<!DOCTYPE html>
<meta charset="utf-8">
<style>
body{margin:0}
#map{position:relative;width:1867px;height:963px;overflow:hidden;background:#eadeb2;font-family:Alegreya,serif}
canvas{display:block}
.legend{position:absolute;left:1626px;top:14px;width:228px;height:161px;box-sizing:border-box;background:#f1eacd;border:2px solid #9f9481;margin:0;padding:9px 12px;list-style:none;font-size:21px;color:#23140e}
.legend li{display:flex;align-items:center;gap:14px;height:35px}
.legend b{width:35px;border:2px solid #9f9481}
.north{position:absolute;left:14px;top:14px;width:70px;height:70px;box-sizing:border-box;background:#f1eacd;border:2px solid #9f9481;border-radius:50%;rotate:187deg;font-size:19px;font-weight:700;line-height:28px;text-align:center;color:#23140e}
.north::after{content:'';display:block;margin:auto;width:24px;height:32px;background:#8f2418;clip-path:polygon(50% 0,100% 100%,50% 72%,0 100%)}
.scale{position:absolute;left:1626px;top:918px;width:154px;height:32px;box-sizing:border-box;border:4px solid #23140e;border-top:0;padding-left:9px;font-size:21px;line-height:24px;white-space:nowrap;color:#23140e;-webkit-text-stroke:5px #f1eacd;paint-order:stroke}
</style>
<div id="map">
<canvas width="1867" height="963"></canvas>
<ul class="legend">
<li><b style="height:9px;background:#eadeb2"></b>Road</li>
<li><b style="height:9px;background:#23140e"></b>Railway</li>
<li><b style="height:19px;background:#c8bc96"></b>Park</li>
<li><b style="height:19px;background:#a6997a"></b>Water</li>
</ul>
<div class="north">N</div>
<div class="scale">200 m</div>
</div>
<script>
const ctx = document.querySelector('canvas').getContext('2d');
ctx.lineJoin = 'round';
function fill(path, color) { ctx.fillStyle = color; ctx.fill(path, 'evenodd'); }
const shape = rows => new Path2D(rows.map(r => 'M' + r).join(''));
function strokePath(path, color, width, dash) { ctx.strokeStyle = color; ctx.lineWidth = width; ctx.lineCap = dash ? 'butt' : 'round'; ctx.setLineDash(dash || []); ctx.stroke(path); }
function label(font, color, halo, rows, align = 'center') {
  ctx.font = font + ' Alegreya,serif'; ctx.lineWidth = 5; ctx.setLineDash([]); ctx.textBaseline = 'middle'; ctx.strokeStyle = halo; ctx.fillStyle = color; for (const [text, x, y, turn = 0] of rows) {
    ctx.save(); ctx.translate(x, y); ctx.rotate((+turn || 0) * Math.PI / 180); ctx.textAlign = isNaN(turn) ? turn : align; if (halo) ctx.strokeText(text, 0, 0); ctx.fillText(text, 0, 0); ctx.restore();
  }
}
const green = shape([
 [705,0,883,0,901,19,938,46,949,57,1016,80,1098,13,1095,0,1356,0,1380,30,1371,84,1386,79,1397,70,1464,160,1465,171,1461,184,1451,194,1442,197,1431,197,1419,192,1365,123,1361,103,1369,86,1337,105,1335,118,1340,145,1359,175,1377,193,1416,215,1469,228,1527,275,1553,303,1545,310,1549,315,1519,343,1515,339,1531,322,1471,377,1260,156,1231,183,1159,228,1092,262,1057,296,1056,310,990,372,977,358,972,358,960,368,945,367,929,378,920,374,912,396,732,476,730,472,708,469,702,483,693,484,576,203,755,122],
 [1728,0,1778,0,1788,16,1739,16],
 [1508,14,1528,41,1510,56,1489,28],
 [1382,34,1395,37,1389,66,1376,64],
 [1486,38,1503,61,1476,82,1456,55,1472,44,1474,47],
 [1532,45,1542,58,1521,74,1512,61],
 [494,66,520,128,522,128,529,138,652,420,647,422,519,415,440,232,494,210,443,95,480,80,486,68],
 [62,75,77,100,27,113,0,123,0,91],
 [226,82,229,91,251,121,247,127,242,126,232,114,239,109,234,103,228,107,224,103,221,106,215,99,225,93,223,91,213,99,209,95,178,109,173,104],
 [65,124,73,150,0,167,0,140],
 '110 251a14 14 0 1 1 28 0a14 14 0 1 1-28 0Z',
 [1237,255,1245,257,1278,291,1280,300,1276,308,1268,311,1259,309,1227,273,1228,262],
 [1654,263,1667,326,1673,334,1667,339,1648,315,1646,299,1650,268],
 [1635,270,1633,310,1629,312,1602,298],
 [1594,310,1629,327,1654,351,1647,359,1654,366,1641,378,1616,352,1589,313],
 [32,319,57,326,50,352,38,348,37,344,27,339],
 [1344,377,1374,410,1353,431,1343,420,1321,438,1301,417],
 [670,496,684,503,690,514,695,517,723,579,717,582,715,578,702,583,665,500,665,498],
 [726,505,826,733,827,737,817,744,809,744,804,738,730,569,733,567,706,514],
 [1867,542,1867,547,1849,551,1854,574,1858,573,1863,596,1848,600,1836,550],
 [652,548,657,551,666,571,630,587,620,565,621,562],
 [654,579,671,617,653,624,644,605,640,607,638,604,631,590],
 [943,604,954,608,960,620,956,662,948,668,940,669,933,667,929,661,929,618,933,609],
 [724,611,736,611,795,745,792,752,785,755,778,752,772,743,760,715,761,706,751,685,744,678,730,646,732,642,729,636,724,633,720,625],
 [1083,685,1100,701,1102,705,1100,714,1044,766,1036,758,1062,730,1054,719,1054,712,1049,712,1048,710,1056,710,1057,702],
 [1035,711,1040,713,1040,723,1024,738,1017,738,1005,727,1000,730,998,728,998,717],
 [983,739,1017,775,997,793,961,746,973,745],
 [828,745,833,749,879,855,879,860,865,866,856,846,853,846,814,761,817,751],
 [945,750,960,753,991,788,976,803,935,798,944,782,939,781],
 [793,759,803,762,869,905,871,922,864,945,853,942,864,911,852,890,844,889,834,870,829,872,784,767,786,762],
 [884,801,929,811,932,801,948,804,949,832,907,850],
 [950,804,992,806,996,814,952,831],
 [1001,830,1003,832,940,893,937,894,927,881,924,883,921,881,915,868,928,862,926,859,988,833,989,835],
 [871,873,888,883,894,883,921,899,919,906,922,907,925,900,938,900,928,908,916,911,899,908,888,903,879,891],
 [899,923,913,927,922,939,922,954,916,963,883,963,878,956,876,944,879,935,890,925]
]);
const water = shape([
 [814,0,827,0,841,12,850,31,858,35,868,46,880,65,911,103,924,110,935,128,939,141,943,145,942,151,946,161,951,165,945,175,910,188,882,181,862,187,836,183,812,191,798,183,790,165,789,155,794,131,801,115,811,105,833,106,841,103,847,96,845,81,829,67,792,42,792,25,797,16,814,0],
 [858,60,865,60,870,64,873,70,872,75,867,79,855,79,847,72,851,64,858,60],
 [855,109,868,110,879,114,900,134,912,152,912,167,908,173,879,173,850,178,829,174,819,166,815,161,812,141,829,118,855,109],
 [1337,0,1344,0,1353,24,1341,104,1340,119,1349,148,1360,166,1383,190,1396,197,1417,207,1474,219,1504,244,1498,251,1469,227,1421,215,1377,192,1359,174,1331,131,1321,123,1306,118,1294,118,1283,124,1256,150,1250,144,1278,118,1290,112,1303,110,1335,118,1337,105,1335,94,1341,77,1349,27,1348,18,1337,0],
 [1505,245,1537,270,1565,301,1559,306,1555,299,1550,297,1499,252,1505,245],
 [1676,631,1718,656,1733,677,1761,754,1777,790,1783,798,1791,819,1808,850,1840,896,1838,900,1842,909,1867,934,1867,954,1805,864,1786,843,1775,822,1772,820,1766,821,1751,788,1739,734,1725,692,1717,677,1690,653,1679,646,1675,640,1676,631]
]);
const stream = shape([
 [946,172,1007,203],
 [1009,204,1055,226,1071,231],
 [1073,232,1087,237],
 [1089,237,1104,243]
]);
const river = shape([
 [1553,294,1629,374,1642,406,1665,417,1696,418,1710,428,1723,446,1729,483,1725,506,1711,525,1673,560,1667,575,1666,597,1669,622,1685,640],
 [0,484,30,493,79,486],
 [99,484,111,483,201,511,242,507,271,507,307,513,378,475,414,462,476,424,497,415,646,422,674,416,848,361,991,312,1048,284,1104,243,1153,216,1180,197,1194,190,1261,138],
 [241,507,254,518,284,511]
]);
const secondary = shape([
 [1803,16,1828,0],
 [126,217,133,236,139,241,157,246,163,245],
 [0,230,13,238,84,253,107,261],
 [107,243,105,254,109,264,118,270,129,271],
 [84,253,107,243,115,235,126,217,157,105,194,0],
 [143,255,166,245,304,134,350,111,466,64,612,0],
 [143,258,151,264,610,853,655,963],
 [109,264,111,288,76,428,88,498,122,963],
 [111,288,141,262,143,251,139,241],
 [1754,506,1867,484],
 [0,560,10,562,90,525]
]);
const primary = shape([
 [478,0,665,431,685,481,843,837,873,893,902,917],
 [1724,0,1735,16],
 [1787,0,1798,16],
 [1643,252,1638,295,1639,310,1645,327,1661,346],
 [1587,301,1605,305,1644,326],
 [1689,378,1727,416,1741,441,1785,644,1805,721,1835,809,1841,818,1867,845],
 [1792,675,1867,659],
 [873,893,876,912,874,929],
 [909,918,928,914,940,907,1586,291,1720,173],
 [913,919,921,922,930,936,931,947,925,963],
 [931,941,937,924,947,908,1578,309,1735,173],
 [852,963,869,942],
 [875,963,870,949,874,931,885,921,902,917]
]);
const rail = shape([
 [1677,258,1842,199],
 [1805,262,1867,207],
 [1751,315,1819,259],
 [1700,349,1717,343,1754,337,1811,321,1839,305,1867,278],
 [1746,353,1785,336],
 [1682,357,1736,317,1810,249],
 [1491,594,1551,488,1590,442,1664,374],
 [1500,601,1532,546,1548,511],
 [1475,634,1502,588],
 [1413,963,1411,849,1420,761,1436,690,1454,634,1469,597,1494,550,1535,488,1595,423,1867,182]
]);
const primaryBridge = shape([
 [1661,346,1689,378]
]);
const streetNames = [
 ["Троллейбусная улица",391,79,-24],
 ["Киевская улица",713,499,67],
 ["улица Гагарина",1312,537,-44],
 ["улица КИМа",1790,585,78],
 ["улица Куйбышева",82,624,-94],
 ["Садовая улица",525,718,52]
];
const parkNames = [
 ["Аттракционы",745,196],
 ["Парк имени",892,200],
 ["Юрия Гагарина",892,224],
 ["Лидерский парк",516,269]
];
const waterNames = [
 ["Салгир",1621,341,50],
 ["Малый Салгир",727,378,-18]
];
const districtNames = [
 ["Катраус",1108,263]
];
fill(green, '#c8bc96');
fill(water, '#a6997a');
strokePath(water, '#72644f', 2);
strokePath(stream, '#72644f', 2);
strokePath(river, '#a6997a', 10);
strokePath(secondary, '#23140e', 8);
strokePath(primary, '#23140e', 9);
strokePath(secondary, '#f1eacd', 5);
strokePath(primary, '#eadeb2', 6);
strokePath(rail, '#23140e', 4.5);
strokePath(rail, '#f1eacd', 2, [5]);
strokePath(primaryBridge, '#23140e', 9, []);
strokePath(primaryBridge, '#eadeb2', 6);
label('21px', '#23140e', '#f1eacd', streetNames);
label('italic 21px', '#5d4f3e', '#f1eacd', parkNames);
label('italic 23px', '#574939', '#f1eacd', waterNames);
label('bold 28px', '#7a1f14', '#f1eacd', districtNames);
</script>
----------
__Exercise details__. Going through the listing, tally each line that contains "fillStyle", then state the total with no other text.

__Your response__. 2